Buju Banton
The legendary controversial reggae artist Buju Banton is back with his re-release of the classic 1995 album “Inna Heights”. Now with VP records, Buju has been one of the most influential reggae artists currently in the reggae scene. Check out this exclusive WHO?MAG interview as Buju talks about his new re-release, his classic ‘Til Shiloh’, and how he feels about the reggae scene today.
interview by Thato Dadson
photo by Jonathan Mannion

WHO?MAG: Tell me about the re-released album “Inna Heights”.
BUJU BANTON: It was re-released 22 of January. It has always been a great record and nothing has changed, nah mean? It’s only trying to get the word out that Buju Banton has re-released “Inna-Heights” and it now on the market place as a physical aid.

WHO?MAG: Why did you decide to re-release it 10 years later?
BUJU BANTON: Well, it’s a great record and it’s been 10 years and a lot of people haven’t heard this record. I feel it can be inspiring during our rough times. Other people are doing it. They re-release Bob Marley. Why not Buju Banton?

WHO?MAG: I noticed this album has a lot of singing in it. What influenced you to change your style?
BUJU BANTON: Inna-Heights was released 10 years ago and I think it was released the same way as it was 10 year ago, because if you listen to the song, the title of the album “Inna-Heights” should depict where we are in our heights. The only way to reach your heights you can’t be doing in rapping. You can not be reaching the heights talking in a fast speaking pace. You need to be lounging and cruising to get inside your soul.

WHO?MAG: Would you say this was your favorite album?
BUJU BANTON: This would be one of them because my favorite is yet to be made.

WHO?MAG: What was you main inspiration while recording the “Til Shiloh” album?
BUJU BANTON: Life, my friend. Ups and downs. Everything! The good and bad in friends. Our universe of things inspired these great records. They are always revisited by wondering minds and so and so forth.

WHO?MAG: Tell me about your experience with punk-rock group Rancid.
BUJU BANTON: They are good guys to work with. I haven’t spoken to them in 7 years, but the relationship was great to work with them. It was interesting.

WHO?MAG: Was there any trouble working with the 2 different styles?
BUJU BANTON: Well, in Jamaica we have a term called roots, rock, reggae and if I were to work with a rock group, we would have to find some common ground so we can represent both genres.

WHO?MAG: How do you feel about the new school of reggae artists today?
BUJU BANTON: If their stuff is good and their stuff is gravitating and you find yourself enjoying it, then it’s fine. I hope they grow in the art form and embrace the music.

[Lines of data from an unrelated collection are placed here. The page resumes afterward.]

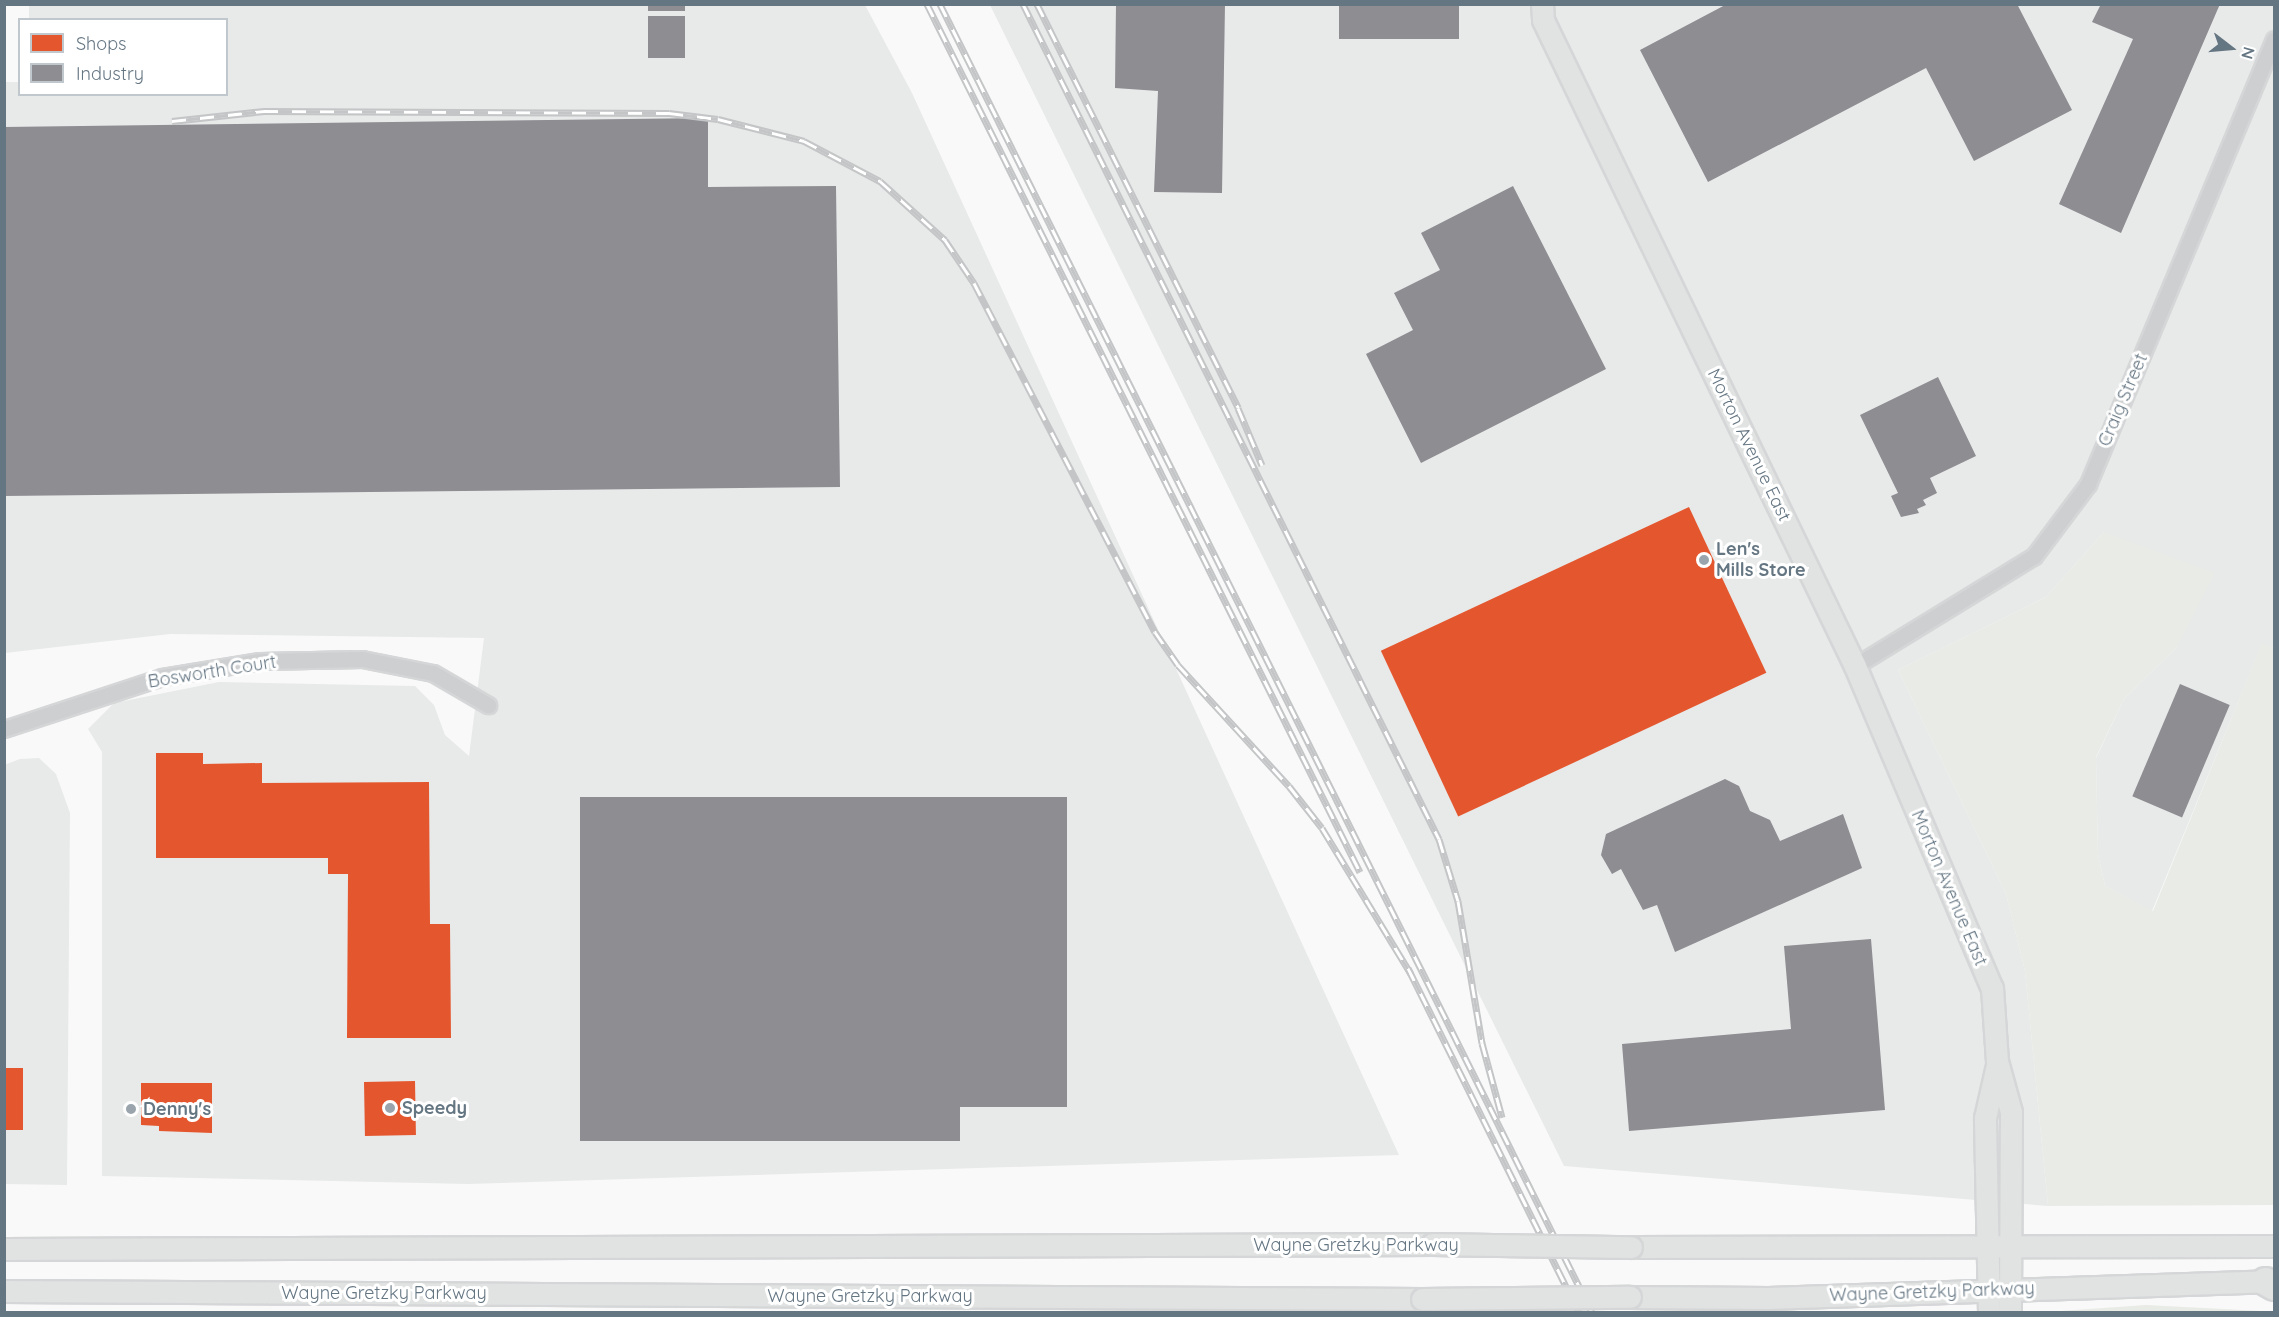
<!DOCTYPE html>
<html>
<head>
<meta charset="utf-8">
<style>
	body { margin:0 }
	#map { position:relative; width:2279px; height:1317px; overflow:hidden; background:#f9f9f9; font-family:Quicksand,sans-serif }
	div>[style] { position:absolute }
	.built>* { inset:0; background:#e8e9e9 }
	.green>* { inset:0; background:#e8ebe6 }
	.shops>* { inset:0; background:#e4572e; transform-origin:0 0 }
	.industry>* { inset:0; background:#8d8d92; transform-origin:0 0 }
	.roads { filter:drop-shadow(2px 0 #d5d6d7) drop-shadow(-2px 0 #d5d6d7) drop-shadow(0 2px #d5d6d7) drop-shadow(0 -2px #d5d6d7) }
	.street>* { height:15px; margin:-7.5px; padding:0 7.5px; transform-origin:7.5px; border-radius:7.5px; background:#cecfd0 }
	.secondary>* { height:21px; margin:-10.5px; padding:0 10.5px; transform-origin:10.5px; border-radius:10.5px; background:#e1e2e2 }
	.highway>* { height:27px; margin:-13.5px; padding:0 13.5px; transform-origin:13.5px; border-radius:13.5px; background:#e1e2e2 }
	.rail>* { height:7px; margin-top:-3.5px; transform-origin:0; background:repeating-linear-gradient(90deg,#fff 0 14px,#c3c5c6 0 28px); box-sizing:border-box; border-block:2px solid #c3c5c6 }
	.bridges { filter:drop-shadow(2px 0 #d5d6d7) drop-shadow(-2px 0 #d5d6d7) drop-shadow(0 2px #d5d6d7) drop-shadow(0 -2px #d5d6d7) }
	.secondary-bridge>* { height:21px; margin:-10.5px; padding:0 10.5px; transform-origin:10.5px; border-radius:10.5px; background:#e1e2e2 }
	.dots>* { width:16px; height:16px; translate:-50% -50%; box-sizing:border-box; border:3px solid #fff; border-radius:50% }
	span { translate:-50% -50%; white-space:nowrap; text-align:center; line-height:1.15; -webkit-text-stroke:6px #fff; paint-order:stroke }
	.street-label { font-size:18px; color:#657683 }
	.poi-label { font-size:18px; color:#657683; font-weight:700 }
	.left { translate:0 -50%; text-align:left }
	.frame { position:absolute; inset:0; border:6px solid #657683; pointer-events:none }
	.legend { position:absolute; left:18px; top:18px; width:210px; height:78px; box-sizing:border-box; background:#fff; border:2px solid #c1c8cd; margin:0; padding:8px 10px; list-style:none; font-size:18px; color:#657683 }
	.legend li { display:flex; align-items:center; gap:12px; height:30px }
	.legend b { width:30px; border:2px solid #c1c8cd }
	.north { position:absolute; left:2201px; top:18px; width:60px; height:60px; -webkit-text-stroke:4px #fff; paint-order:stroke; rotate:106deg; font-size:16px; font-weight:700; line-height:24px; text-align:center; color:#657683 }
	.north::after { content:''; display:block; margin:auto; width:21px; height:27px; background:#657683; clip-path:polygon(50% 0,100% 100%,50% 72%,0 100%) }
</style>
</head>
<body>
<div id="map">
	<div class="built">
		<i style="clip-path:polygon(29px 5px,865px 5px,912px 93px,1399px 1155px,468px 1184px,102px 1176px,102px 752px,88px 729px,114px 703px,219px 682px,415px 686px,434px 705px,445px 735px,469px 756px,484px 638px,170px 634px,5px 653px,4px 82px,19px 82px,20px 94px,226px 94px,226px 20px,29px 19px)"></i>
		<i style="clip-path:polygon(990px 5px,2274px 5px,2274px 648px,2262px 644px,2152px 911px,2105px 886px,2098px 854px,2096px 758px,2124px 699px,2177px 647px,2104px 532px,2046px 597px,1898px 670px,2006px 894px,2025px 971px,2048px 1206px,1564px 1166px)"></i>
		<i style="clip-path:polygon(39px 758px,56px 774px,70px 813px,67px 1185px,5px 1184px,4px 765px,20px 759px)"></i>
	</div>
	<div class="green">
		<i style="clip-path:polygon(2104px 532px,2215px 573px,2177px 647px,2124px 699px,2096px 757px,2098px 854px,2105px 886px,2153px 911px,2262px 643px,2274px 648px,2274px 1205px,2048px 1206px,2025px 971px,2006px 894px,1898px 670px,2046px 597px)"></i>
		<i style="clip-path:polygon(2146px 1305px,2261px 1311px,2273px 1312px,2046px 1312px)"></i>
	</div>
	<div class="shops">
		<i style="left:1689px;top:507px;width:183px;height:340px;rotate:65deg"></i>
		<i style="clip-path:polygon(156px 753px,203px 753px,203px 764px,262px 763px,262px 783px,429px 782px,430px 924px,450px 924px,451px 1038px,347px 1038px,348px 874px,328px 874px,328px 858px,156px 858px)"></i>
		<i style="left:4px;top:1068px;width:19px;height:62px"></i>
		<i style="left:415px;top:1081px;width:54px;height:51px;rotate:89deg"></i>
		<i style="clip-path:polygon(141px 1083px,212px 1083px,212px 1133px,159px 1131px,159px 1126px,141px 1125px)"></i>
	</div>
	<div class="industry">
		<i style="left:648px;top:4px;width:37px;height:7px"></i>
		<i style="clip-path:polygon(1116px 4px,1225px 4px,1222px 193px,1154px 192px,1158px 91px,1115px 88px)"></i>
		<i style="left:1339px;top:4px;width:120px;height:35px"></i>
		<i style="clip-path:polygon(1727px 4px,2017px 4px,2072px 110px,1974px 161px,1926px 68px,1708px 182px,1640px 50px)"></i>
		<i style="clip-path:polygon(2101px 4px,2220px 4px,2121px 233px,2059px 204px,2133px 39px,2092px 22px)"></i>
		<i style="left:648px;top:16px;width:37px;height:42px"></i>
		<i style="clip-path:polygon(708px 118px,708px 187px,836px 186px,840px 487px,4px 496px,4px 127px)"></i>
		<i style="clip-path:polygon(1513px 186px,1606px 369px,1421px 463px,1366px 354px,1413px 330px,1394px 293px,1440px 270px,1421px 233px)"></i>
		<i style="clip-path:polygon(1938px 377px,1976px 456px,1930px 478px,1937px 493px,1923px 500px,1926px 505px,1917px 509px,1919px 513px,1901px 517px,1891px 496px,1898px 493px,1860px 415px)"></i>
		<i style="left:2180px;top:684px;width:54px;height:122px;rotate:23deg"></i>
		<i style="clip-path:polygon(1725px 779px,1739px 786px,1750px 811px,1770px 820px,1780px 841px,1843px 814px,1862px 868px,1675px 952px,1657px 905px,1643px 910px,1621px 869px,1612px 874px,1601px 855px,1606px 834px)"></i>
		<i style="clip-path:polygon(580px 797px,1067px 797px,1067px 1107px,960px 1107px,960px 1141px,580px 1141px)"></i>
		<i style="clip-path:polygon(1871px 939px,1885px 1110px,1629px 1131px,1622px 1044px,1791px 1029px,1784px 946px)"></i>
	</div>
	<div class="roads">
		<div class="street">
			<i style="left:1855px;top:666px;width:210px;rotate:-31.6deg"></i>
			<i style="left:2034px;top:556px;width:90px;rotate:-53.1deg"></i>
			<i style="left:2088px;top:484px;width:482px;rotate:-67.3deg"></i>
			<i style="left:4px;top:729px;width:166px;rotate:-18.2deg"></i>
			<i style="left:162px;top:677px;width:99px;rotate:-9.3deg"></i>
			<i style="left:260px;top:661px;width:102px;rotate:-1.1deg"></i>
			<i style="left:362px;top:659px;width:72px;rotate:11.2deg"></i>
			<i style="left:433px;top:673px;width:64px;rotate:30.2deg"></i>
		</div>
		<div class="secondary">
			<i style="left:1542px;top:4px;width:16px;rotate:86deg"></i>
			<i style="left:1543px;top:20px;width:717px;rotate:64.22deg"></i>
			<i style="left:1855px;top:666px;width:350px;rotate:67deg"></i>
			<i style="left:1992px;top:988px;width:73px;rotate:86.1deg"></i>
			<i style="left:1997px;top:1061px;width:53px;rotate:74.6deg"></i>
			<i style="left:2011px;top:1112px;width:200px;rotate:90.3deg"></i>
			<i style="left:1631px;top:1247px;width:643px;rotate:-0.09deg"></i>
			<i style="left:4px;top:1249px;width:1428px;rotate:-0.2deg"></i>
			<i style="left:4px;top:1291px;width:1418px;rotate:0.32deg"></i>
			<i style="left:1630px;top:1297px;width:138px;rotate:0.4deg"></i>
			<i style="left:1768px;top:1298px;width:506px;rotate:-1.92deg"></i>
			<i style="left:1989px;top:1312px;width:194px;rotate:-91.2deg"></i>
			<i style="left:1985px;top:1118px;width:54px;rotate:-77.2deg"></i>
		</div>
		<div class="highway">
			<i style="left:2265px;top:1281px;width:10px;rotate:29deg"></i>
		</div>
	</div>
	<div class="rail">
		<i style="left:927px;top:4px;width:970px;rotate:63.49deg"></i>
		<i style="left:940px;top:4px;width:1461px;rotate:63.51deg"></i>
		<i style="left:1023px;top:4px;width:933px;rotate:63.52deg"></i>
		<i style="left:1439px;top:839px;width:65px;rotate:73deg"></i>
		<i style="left:1458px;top:901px;width:144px;rotate:80.4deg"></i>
		<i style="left:1482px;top:1043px;width:77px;rotate:74.9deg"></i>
		<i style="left:1037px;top:4px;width:451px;rotate:63.5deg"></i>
		<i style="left:1238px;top:408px;width:62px;rotate:67.2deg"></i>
		<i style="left:172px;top:121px;width:93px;rotate:-6.2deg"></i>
		<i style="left:264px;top:111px;width:405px;rotate:0.3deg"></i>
		<i style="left:669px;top:113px;width:49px;rotate:7deg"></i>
		<i style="left:718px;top:119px;width:89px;rotate:14.3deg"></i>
		<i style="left:804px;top:141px;width:86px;rotate:27.8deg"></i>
		<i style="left:880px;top:181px;width:88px;rotate:42.2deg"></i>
		<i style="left:945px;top:240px;width:52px;rotate:56deg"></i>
		<i style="left:974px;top:283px;width:393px;rotate:62.6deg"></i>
		<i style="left:1155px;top:632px;width:40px;rotate:55.1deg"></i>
		<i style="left:1178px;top:665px;width:164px;rotate:47.5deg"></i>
		<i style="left:1289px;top:786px;width:53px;rotate:51.8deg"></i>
		<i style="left:1322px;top:828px;width:171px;rotate:58.6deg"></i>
		<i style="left:1408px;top:968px;width:384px;rotate:63.6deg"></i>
	</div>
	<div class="bridges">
		<div class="secondary-bridge">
			<i style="left:1432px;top:1244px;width:199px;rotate:0.9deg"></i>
			<i style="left:1422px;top:1299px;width:208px;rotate:-0.6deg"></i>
		</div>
	</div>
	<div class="dots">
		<i style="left:1704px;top:560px;background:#99a4ac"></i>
		<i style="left:390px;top:1108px;background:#99a4ac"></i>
		<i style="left:131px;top:1109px;background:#99a4ac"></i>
	</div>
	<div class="street-label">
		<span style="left:2123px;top:400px;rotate:-67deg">Craig Street</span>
		<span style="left:1749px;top:445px;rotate:64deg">Morton Avenue East</span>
		<span style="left:212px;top:672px;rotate:-9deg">Bosworth Court</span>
		<span style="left:1949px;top:888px;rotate:67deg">Morton Avenue East</span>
		<span style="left:1356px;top:1245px">Wayne Gretzky Parkway</span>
		<span style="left:1932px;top:1292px;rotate:-2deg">Wayne Gretzky Parkway</span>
		<span style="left:384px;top:1293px">Wayne Gretzky Parkway</span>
		<span style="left:870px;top:1296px">Wayne Gretzky Parkway</span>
	</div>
	<div class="poi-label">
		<span class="left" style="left:1716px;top:560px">Len's<br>Mills Store</span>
		<span class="left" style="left:402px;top:1108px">Speedy</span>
		<span class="left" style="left:143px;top:1109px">Denny's</span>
	</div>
	<div class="frame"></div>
	<ul class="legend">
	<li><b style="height:16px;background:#e4572e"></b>Shops</li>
	<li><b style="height:16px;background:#8d8d92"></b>Industry</li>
	</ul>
	<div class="north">N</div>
</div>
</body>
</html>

WHO?MAG: Do you think any of them are straying from the art?
BUJU BANTON: I don’t spend my time thinking about who is straying from the art. I have so many things happening around, I don’t have time too. Even if I think these things, I can’t say anything to them because they are so arrogant. Let’s not even go there.

WHO?MAG: What’s next for Buju Banton?
BUJU BANTON: Remember to look out for the new album after “Inna-Heights”. It’s called “Rasta That Soul” and it should be coming out in April.